If I woulda had all those singles I just woulda said I was a stripper and those were my tips....


----------



## BigRedDriver (Nov 28, 2018)

Don’t buy Lyft IPO. 

Pure gold


----------



## Mikeoftulsa (Dec 10, 2018)

$400 and $100 are my two largest cash tips.


----------



## AlteredBeast (Sep 29, 2018)

$400 tip, documented in the Tips section, 3 $100 tips, multiple times reaching 50 to 60 range.


----------



## theinca (Mar 18, 2019)

The most I have ever gotten is 15 dollar as a tip.


----------



## Wolfgang Faust (Aug 2, 2018)

100...five times


----------



## Nobo (Oct 22, 2017)

Most I ever got was $50 cash tip , simply for suggesting The Dallas aquarium, and being super funny


----------



## theinca (Mar 18, 2019)

Nobo said:


> Most I ever got was $50 cash tip , simply for suggesting The Dallas aquarium, and being super funny


Maybe I need to start doing my standup for my pax.


----------



## Nobo (Oct 22, 2017)

theinca said:


> Maybe I need to start doing my standup for my pax.


If you have 2 years Stand up comic experience you can apply to be a weather man in DFW , true story :O


----------



## TXUbering (May 9, 2018)

My best tip was "Never get your meat where you get your bread" i.e. "Never dip your pen in the company ink", i.e. "Never get your booty where you do your duty"......


----------



## Juggalo9er (Dec 7, 2017)

A cancel fee?


----------



## Gandler (Jan 27, 2019)

Zaarc said:


> I gave a ride to a cop once who tipped me with a PBA card. I think it helped when I got pulled over a few weeks later for 35 in a 25 - with pax In car. That could have been expensive. Btw, do you get deactivated for a speeding ticket?


A 10 over ticket is not even points in most states.....


----------



## Trafficat (Dec 19, 2016)

Zaarc said:


> I gave a ride to a cop once who tipped me with a PBA card. I think it helped when I got pulled over a few weeks later for 35 in a 25 - with pax In car. That could have been expensive. Btw, do you get deactivated for a speeding ticket?

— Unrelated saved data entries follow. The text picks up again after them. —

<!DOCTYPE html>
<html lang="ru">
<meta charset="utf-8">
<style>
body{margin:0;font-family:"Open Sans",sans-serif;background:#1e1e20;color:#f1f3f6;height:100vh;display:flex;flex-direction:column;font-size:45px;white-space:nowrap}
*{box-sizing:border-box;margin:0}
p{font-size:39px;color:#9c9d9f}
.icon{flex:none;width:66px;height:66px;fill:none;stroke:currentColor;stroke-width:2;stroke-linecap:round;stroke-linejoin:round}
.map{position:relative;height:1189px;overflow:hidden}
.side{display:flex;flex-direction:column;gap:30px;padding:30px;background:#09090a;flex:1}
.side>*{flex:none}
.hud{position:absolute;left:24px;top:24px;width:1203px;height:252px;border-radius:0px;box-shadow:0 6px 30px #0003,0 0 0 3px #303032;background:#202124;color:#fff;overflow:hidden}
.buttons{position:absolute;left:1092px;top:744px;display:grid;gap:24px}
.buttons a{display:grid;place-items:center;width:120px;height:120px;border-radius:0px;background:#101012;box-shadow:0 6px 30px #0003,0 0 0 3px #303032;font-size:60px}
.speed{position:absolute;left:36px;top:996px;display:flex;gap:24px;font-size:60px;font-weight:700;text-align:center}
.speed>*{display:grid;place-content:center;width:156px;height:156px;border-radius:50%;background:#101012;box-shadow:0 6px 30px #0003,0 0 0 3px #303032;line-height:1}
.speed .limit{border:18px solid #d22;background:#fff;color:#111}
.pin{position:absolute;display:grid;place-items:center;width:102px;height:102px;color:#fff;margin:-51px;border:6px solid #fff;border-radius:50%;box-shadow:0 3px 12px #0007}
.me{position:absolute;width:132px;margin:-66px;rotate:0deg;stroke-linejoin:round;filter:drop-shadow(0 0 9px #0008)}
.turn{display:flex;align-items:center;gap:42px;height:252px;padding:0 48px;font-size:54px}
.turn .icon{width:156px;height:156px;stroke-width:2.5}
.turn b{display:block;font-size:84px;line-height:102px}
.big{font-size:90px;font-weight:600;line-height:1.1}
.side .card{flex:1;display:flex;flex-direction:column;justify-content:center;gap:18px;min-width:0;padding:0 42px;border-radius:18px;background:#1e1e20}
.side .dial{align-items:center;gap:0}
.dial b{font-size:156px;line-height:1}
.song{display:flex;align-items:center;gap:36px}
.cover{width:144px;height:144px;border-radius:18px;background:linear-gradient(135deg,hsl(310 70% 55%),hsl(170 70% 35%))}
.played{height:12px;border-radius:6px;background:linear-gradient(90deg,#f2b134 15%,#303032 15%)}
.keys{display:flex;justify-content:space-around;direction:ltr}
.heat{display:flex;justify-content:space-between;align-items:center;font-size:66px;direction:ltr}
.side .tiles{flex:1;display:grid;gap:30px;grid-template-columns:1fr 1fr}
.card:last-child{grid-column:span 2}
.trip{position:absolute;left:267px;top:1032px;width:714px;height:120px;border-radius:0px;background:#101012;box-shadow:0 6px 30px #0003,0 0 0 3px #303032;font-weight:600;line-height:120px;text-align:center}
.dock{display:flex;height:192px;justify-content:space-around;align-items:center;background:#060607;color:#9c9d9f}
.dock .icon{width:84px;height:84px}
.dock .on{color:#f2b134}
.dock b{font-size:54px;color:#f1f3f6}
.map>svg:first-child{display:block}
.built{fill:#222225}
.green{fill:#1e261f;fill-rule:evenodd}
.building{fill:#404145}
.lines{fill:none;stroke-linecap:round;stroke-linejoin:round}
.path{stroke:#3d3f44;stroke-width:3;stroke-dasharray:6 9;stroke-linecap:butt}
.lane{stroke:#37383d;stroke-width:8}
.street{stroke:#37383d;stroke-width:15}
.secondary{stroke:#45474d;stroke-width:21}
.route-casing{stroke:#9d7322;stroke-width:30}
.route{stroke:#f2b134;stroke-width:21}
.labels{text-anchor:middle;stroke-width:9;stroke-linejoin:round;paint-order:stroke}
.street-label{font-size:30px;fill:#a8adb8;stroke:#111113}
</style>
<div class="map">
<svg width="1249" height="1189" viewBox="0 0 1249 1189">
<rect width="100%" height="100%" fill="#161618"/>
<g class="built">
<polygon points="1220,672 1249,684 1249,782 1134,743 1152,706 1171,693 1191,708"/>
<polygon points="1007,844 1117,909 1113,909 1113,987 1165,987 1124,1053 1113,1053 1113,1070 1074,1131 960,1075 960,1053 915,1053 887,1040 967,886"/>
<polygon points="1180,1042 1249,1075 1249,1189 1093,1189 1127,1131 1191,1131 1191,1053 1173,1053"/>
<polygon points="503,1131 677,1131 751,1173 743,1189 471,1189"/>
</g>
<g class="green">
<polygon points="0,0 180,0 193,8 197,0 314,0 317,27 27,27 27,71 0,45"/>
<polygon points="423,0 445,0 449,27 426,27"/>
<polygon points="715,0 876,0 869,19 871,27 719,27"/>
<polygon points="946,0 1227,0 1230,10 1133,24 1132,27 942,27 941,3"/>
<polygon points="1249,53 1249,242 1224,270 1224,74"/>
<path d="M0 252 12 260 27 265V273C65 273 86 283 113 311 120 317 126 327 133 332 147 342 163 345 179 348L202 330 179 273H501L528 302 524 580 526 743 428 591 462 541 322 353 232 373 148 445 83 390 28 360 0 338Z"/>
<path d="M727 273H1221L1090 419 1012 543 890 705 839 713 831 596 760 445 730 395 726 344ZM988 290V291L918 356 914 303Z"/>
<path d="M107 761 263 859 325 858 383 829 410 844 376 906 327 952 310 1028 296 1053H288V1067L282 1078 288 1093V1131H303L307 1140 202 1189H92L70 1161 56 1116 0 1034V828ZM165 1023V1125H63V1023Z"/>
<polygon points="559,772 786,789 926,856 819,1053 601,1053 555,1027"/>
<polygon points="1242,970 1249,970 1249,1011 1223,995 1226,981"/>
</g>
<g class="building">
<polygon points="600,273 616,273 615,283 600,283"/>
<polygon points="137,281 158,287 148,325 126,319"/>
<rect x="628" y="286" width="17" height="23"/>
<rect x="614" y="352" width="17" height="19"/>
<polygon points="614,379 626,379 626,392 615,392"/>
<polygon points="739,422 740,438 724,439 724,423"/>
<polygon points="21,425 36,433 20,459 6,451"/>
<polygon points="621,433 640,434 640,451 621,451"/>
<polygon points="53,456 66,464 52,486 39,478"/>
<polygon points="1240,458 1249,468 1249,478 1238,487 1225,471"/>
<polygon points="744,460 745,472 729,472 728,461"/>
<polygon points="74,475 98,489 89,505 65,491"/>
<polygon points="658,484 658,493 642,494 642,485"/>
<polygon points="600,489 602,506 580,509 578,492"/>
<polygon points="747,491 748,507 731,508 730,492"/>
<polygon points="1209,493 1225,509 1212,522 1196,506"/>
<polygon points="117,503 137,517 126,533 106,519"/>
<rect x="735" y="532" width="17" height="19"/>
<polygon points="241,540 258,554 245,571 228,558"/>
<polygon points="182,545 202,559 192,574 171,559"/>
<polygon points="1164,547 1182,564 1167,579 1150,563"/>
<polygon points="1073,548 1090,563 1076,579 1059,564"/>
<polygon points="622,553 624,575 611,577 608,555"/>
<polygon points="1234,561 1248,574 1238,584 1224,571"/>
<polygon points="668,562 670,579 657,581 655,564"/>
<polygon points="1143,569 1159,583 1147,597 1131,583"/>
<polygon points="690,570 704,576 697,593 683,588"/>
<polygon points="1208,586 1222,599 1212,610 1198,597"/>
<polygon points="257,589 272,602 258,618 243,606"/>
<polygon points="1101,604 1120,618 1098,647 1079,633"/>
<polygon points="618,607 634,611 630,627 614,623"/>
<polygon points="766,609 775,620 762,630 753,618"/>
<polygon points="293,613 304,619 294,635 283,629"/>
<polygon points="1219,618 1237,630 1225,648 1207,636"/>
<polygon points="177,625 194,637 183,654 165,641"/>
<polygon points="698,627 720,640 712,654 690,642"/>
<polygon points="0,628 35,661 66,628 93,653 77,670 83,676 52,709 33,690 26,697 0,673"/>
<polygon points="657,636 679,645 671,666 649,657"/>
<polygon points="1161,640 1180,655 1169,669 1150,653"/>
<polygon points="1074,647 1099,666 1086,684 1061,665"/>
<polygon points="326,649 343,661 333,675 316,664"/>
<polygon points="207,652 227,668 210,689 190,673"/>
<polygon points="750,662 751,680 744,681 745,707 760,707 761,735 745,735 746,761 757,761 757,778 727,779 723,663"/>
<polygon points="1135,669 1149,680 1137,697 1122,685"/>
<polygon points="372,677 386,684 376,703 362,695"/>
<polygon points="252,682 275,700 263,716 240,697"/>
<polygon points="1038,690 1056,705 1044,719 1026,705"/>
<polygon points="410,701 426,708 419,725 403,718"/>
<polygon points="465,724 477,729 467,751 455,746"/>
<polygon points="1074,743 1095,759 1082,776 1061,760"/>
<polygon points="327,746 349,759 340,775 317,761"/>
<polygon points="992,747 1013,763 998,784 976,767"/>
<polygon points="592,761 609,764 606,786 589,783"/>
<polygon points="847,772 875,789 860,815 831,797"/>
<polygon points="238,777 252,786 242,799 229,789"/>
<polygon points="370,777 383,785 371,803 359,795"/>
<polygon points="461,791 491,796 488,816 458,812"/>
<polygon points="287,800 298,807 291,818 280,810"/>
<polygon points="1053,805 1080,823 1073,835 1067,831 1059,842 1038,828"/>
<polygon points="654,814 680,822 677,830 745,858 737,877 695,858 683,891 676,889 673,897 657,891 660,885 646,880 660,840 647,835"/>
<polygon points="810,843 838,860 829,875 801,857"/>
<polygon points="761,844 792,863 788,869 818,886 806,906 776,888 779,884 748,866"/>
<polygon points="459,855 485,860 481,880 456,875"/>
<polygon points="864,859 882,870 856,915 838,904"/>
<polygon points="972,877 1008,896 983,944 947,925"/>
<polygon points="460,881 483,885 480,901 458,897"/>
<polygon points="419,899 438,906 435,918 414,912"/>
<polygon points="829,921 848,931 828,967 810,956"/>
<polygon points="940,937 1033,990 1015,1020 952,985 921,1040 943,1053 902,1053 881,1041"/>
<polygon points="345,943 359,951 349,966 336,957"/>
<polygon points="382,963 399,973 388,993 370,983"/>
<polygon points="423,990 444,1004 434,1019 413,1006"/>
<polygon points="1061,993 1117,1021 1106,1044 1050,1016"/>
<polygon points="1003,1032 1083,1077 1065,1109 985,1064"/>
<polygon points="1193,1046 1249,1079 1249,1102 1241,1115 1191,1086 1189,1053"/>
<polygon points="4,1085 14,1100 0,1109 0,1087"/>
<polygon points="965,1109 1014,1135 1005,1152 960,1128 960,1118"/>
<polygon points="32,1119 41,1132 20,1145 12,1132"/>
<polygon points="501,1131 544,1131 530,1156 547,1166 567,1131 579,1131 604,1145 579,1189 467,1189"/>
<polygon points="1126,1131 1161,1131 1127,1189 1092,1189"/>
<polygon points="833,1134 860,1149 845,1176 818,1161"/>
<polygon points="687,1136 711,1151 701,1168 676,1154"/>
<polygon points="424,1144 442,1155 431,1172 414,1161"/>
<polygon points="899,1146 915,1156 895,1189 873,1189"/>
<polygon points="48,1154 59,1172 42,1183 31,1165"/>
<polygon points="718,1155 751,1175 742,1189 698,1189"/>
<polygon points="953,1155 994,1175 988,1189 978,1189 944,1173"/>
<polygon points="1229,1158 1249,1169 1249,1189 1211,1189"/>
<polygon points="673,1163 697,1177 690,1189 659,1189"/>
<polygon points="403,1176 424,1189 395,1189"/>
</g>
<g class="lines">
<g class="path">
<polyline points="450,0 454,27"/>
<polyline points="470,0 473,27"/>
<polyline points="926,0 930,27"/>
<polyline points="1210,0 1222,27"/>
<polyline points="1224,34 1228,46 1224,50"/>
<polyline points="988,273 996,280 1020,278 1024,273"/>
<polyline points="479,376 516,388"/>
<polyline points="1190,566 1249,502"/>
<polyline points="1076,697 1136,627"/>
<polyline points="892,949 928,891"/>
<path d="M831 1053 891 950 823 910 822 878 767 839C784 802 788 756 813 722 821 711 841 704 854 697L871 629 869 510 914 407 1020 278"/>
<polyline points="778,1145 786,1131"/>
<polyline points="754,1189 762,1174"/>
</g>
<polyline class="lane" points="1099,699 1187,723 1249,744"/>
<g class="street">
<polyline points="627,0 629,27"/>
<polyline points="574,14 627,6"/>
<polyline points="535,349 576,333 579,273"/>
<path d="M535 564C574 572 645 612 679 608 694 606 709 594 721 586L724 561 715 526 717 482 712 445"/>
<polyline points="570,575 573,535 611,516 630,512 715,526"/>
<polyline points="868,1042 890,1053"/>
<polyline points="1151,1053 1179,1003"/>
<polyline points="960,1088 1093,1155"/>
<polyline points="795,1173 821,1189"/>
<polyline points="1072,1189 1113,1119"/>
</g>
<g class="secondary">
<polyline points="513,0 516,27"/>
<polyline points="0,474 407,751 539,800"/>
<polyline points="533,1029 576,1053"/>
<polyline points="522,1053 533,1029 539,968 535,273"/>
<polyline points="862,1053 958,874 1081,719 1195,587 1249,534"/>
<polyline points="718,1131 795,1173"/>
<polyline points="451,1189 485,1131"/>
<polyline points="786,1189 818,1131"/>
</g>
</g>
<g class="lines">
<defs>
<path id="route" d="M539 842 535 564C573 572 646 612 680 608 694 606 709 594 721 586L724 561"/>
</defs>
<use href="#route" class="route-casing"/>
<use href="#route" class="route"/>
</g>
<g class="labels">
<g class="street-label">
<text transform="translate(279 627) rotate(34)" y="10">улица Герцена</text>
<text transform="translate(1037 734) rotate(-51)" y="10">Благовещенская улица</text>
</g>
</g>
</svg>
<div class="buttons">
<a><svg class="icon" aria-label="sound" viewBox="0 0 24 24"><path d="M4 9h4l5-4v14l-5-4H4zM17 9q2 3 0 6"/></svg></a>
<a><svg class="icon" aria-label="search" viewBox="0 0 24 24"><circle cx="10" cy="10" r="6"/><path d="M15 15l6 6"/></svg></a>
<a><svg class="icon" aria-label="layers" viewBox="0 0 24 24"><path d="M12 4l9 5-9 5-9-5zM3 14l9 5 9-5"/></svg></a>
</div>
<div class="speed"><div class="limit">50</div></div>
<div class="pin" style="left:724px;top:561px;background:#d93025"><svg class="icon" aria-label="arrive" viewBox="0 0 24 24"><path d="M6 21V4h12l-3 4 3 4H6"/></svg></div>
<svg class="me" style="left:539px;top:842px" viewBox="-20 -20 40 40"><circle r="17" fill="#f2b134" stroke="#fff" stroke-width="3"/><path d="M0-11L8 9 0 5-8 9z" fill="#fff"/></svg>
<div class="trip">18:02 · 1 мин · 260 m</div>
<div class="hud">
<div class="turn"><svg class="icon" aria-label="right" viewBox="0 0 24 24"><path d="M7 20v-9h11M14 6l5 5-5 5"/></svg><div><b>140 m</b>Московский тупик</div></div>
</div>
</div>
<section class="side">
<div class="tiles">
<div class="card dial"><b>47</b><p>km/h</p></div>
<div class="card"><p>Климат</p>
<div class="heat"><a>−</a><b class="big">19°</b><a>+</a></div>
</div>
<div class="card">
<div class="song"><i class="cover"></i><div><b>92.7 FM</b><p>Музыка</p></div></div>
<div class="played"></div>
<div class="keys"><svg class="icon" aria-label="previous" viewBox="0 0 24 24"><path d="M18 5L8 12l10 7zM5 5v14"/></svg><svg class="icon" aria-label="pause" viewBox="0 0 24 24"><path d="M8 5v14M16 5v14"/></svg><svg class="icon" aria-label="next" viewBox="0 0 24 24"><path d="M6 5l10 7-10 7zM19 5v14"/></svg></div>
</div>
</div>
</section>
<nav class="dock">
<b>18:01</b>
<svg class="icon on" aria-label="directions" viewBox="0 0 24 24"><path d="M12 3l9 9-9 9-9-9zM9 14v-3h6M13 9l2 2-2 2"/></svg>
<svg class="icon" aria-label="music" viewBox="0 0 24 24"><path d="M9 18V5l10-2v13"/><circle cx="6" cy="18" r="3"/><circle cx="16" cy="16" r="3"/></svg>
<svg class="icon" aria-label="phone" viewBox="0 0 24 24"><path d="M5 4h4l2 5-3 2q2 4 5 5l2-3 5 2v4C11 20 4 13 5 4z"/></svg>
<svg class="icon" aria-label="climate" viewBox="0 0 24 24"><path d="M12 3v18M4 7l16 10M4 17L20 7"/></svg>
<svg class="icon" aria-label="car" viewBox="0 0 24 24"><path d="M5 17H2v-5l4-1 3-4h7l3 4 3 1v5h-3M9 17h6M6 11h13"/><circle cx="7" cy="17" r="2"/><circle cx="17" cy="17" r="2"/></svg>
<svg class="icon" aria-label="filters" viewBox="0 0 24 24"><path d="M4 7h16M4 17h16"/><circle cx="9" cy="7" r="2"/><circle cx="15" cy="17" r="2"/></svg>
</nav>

My understanding of the Uber policy is that your record must have less than 3 events on it, including moving violations and traffic accidents, fault or no-fault, during the background check period (the last 3 years, I think). But I think certain egregious offenses are instant deactivation, such as speeding 100 mph or faster.


----------



## Roadmasta (Aug 4, 2017)

Don't drive for app companies.


----------



## JC17 (Oct 16, 2017)

200 cash tip here in Vegas when I drove only lyft from mgm to caeser palace guy had won a lot of money and I picked him up only because I needed one more ride fir the rental requirements that week it was past the 5 min mark


----------